Extracted data entries:
╭──

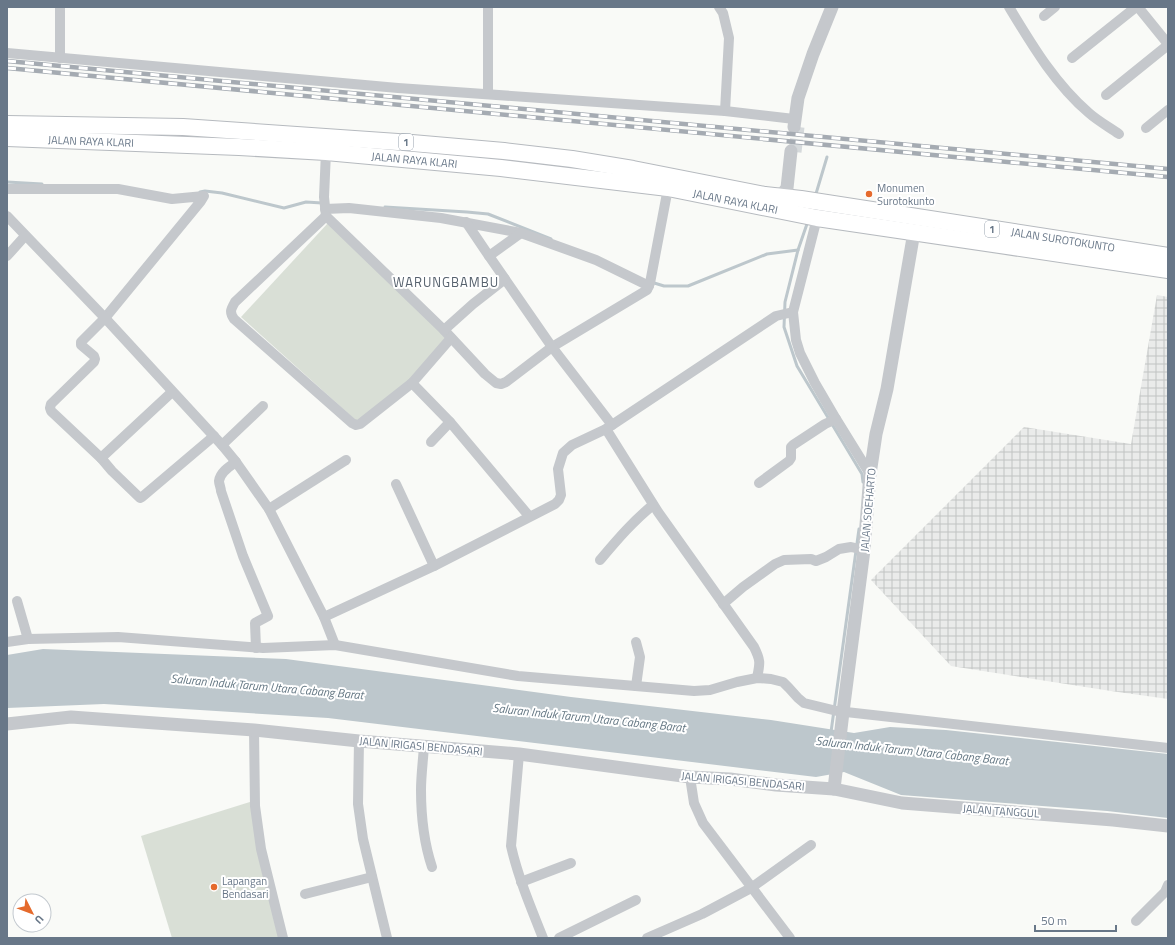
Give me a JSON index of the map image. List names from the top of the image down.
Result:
{
  "streets": {
    "main road": ["JALAN RAYA KLARI", "1", "JALAN SUROTOKUNTO"],
    "street": ["JALAN SOEHARTO", "JALAN IRIGASI BENDASARI", "JALAN TANGGUL"]
  },
  "crossings": [
    ["JALAN RAYA KLARI", "JALAN SUROTOKUNTO"],
    ["JALAN SUROTOKUNTO", "JALAN SOEHARTO"],
    ["JALAN SOEHARTO", "JALAN IRIGASI BENDASARI"],
    ["JALAN SOEHARTO", "JALAN TANGGUL"],
    ["JALAN IRIGASI BENDASARI", "JALAN TANGGUL"]
  ],
  "districts": ["WARUNGBAMBU"],
  "water": ["Saluran Induk Tarum Utara Cabang Barat"],
  "places": ["Monumen Surotokunto", "Lapangan Bendasari"],
  "scale_bar": "50 m",
  "north": "bottom right"
}
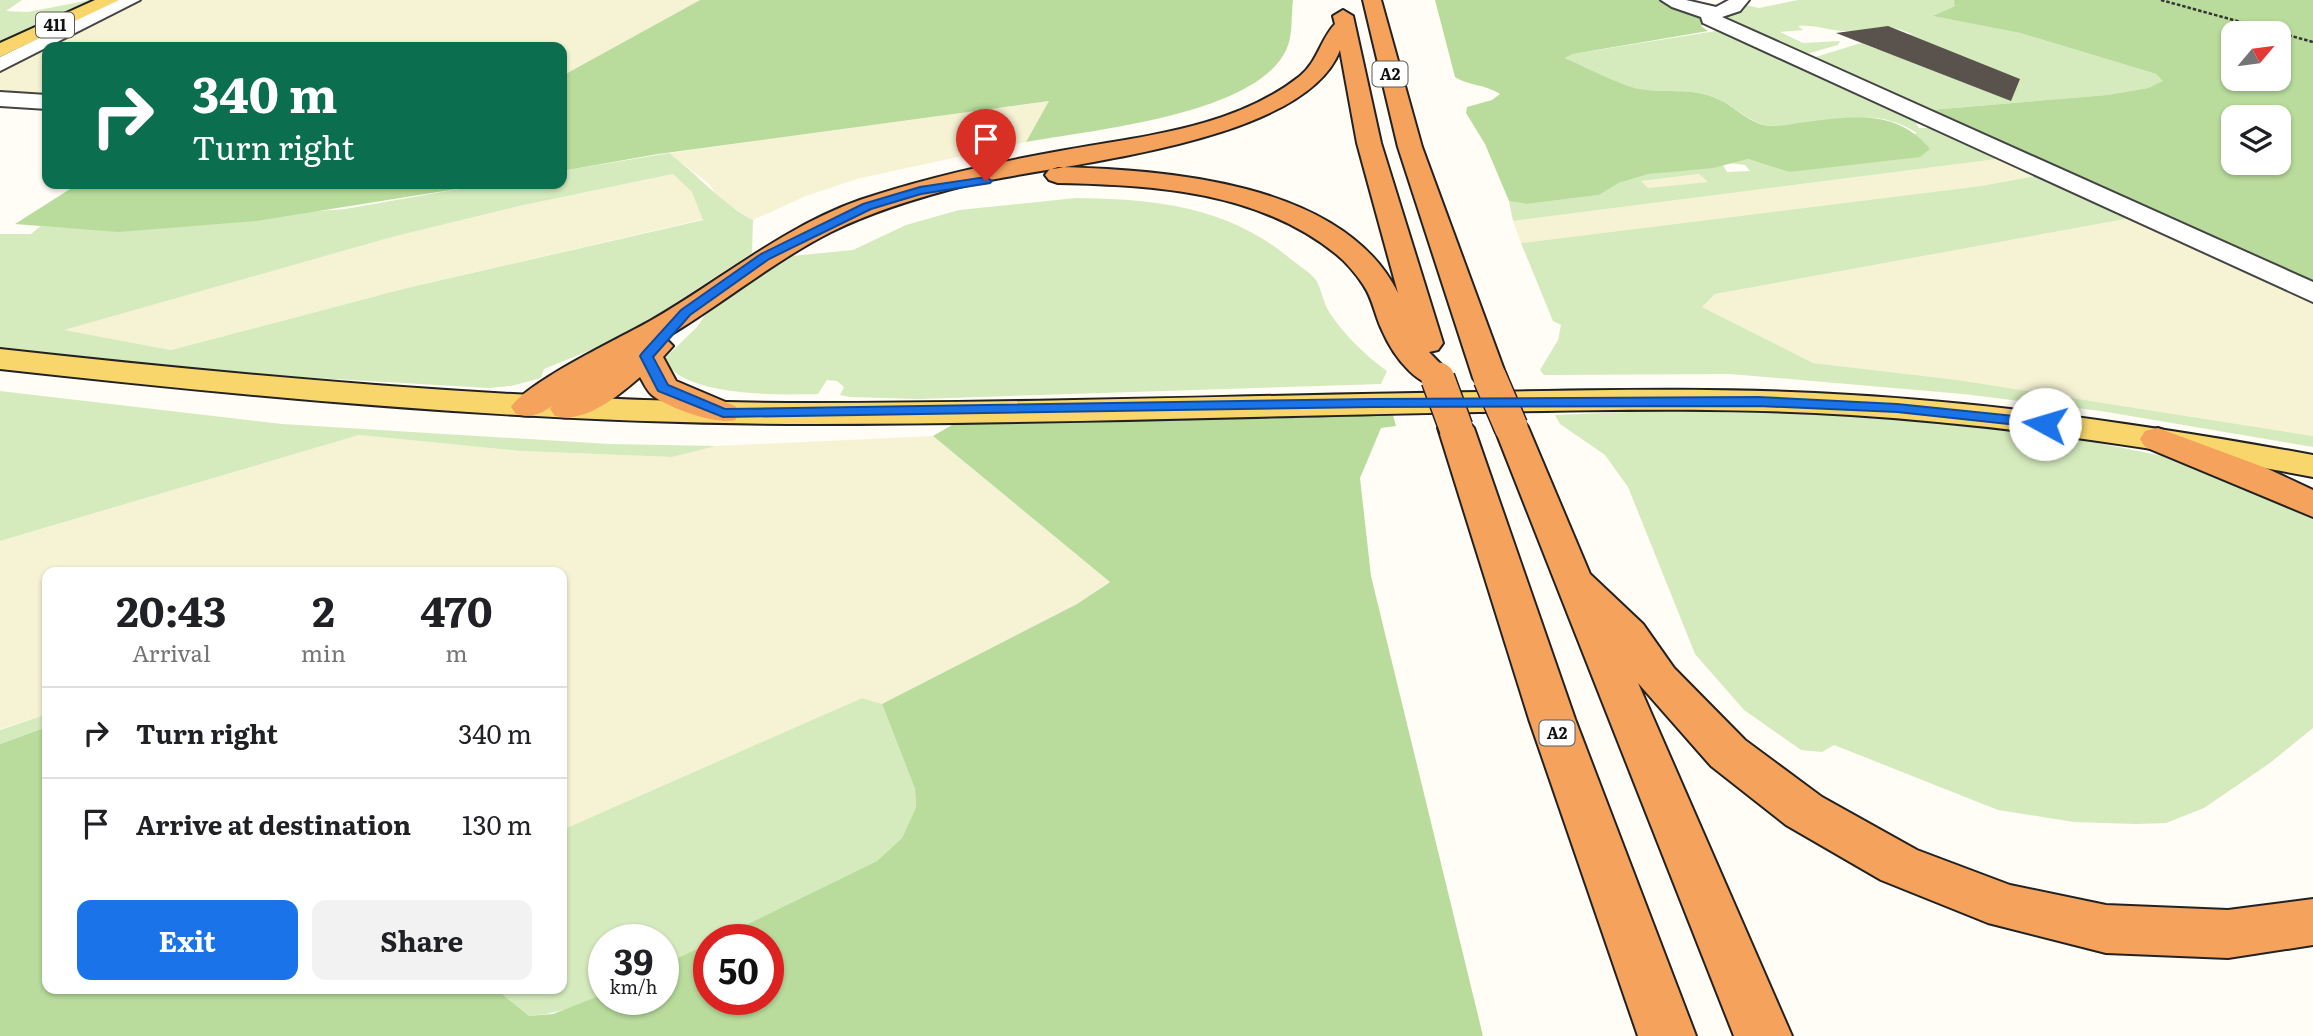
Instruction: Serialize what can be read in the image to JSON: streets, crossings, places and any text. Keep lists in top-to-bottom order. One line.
{"streets":{"highway":["A2"],"main road":["411"]},"north":"top right","page":{"turn":["340 m","Turn right"],"eta":["20:43","Arrival","2","min","470","m"],"list":[{"name":"Turn right","value":"340 m"},{"name":"Arrive at destination","value":"130 m"}],"buttons":["Exit","Share"],"speed":"39 km/h","limit":"50"}}
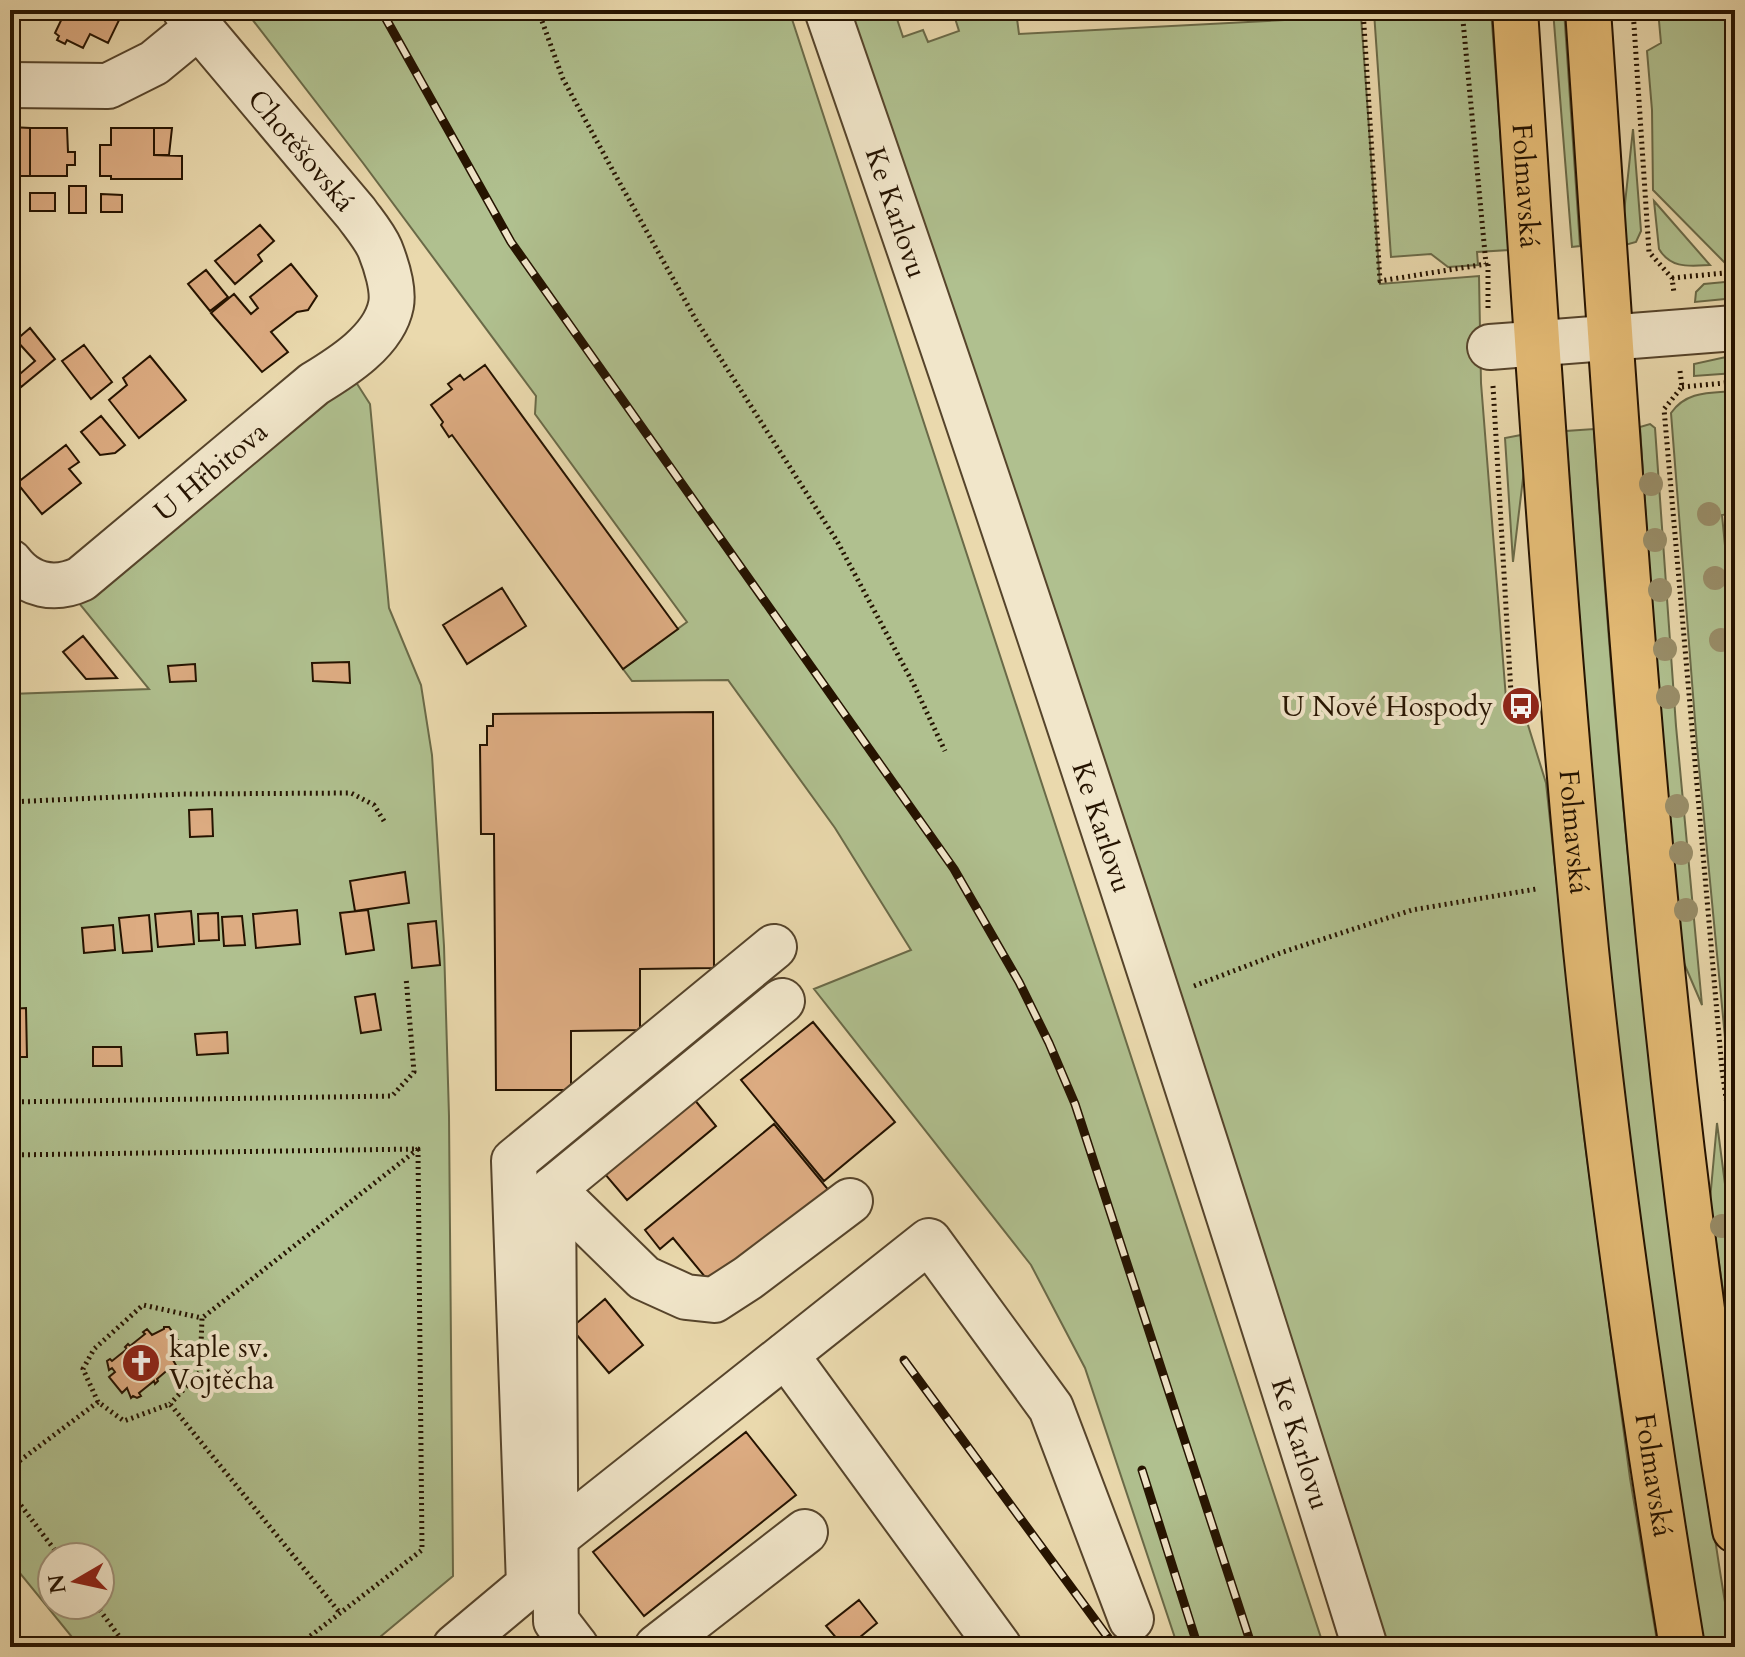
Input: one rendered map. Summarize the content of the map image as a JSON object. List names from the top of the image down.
{
  "streets": {
    "main road": ["Folmavská"],
    "street": ["Chotěšovská", "Ke Karlovu", "U Hřbitova"]
  },
  "crossings": [
    ["Chotěšovská", "U Hřbitova"]
  ],
  "places": {
    "bus stop": ["U Nové Hospody"],
    "church": ["kaple sv. Vojtěcha"]
  },
  "north": "left"
}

╰──

Transcribe the records above exactly as they appear, leaving out any pictures.

### Reply
Give me a JSON index of the map image. List names from the top of the image down.
Result:
{
  "streets": {
    "main road": ["JALAN RAYA KLARI", "1", "JALAN SUROTOKUNTO"],
    "street": ["JALAN SOEHARTO", "JALAN IRIGASI BENDASARI", "JALAN TANGGUL"]
  },
  "crossings": [
    ["JALAN RAYA KLARI", "JALAN SUROTOKUNTO"],
    ["JALAN SUROTOKUNTO", "JALAN SOEHARTO"],
    ["JALAN SOEHARTO", "JALAN IRIGASI BENDASARI"],
    ["JALAN SOEHARTO", "JALAN TANGGUL"],
    ["JALAN IRIGASI BENDASARI", "JALAN TANGGUL"]
  ],
  "districts": ["WARUNGBAMBU"],
  "water": ["Saluran Induk Tarum Utara Cabang Barat"],
  "places": ["Monumen Surotokunto", "Lapangan Bendasari"],
  "scale_bar": "50 m",
  "north": "bottom right"
}
Instruction: Serialize what can be read in the image to JSON: streets, crossings, places and any text. Keep lists in top-to-bottom order. One line.
{"streets":{"highway":["A2"],"main road":["411"]},"north":"top right","page":{"turn":["340 m","Turn right"],"eta":["20:43","Arrival","2","min","470","m"],"list":[{"name":"Turn right","value":"340 m"},{"name":"Arrive at destination","value":"130 m"}],"buttons":["Exit","Share"],"speed":"39 km/h","limit":"50"}}
Input: one rendered map. Summarize the content of the map image as a JSON object. List names from the top of the image down.
{
  "streets": {
    "main road": ["Folmavská"],
    "street": ["Chotěšovská", "Ke Karlovu", "U Hřbitova"]
  },
  "crossings": [
    ["Chotěšovská", "U Hřbitova"]
  ],
  "places": {
    "bus stop": ["U Nové Hospody"],
    "church": ["kaple sv. Vojtěcha"]
  },
  "north": "left"
}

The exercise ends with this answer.